Conservative think tank says ad slamming the wealth tax is not about defending the wealthy

There’s a new ad campaign slamming Sen. Elizabeth Warren and Sen. Bernie Sanders’ call for a ‘wealth tax’, urging them not to ‘punish success.’

Conservative think tank Employment Policies Institute is behind the campaign that began airing on Monday, just a week after Sen. Warren’s ad ‘Elizabeth Warren stands up to billionaires’ launched.

“I’m not out here to defend the wealthy - Bill Gates can defend himself,” said Michael Saltsman, Managing Director of EPI on YFi PM. Saltsman is also partner at a public relations firm Berman and Company.

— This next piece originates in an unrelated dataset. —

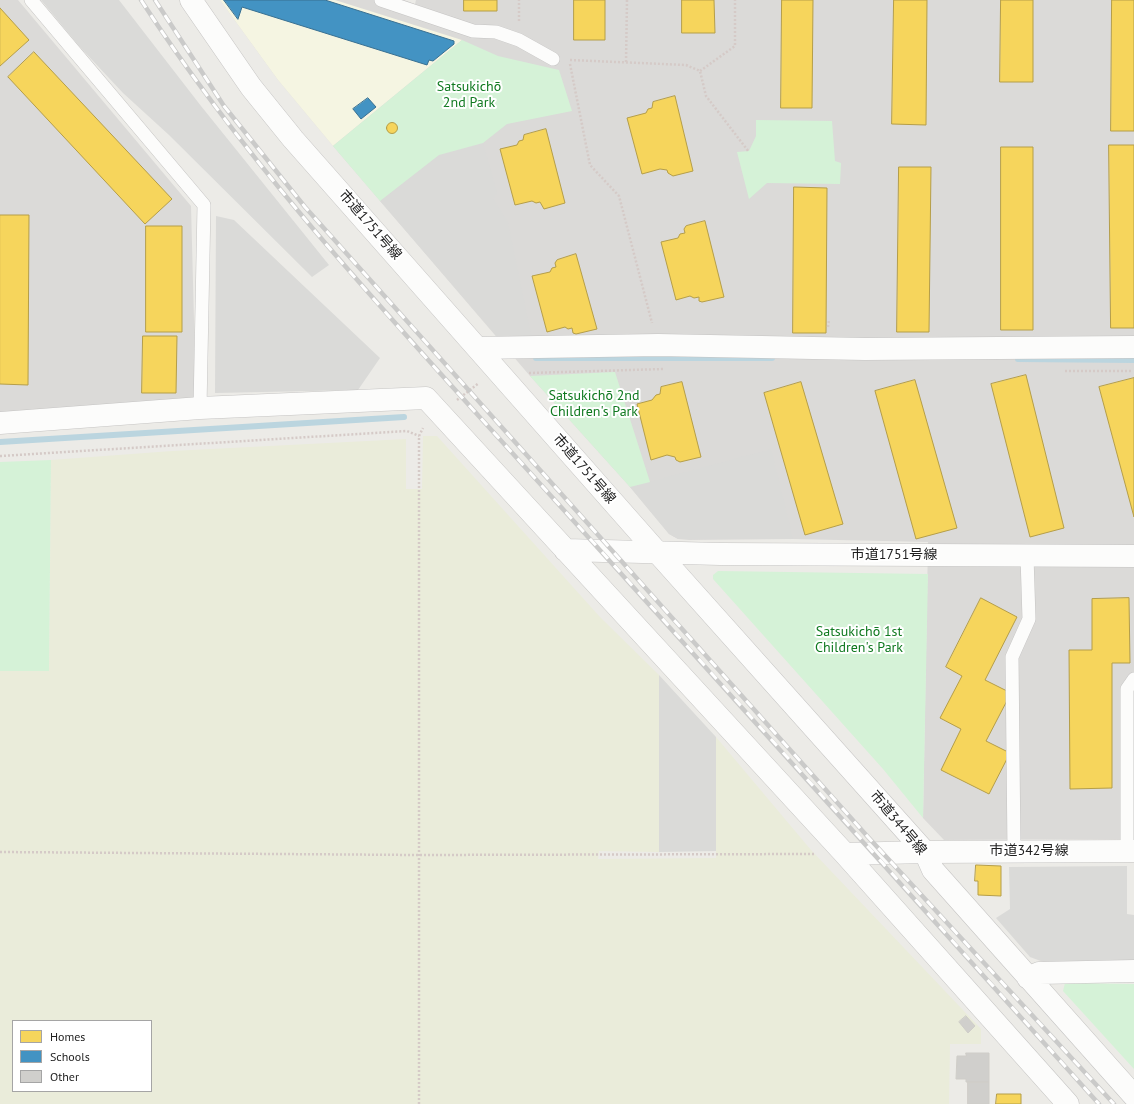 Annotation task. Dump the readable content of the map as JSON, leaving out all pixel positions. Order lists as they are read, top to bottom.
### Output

“It’s more sending a message to the next Mark Zuckerberg, or Elon Musk, the next Bill Gates or whoever else that we value entrepreneur activity and we’re not trying to punish success if you are successful and if you have an idea that makes it big,” he said.

The ad featured images of ultra-wealthy business figures including Jeff Bezos, Warren Buffett, Elon Musk, Mark Cuban, Oprah Winfrey and Mark Zuckerberg along with his wife Priscilla Chan.

Saltsman believes wealthy Americans do not hoard piles of money in their basement, rather they have different uses of it from reinvesting it in startups to philanthropic uses - and he adds that they go beyond writing $1 million checks to charity.

The impact of wealth tax proposed by Senators Elizabeth Warren and Bernie Sanders according to taxjusticenow.org, a website founded and led by University of California, Berkeley, economists Emmanuel Saez and Gabriel Zucman.
The impact of wealth tax proposed by Senators Elizabeth Warren and Bernie Sanders according to taxjusticenow.org, a website founded and led by University of California, Berkeley, economists Emmanuel Saez and Gabriel Zucman.

“If you look at even the top 20 wealthiest Americans, there was $9 billion that just the 20 people gave to charity in 2018… Those have gone to pay medical students at NYU, or it’s gone to fund a new cancer center like Memorial Sloan Kettering,” he said.

According to Chronicle of Philanthropy through an analysis of public disclosures, that figure is actually $7.8 billion from America’s 50 biggest donors, half of 2017’s figure of $14.7 billion.

On Sen. Warren’s campaign that the amount that wealth tax can raise, Saltsman is skeptical citing France as an example that the rich will just leave.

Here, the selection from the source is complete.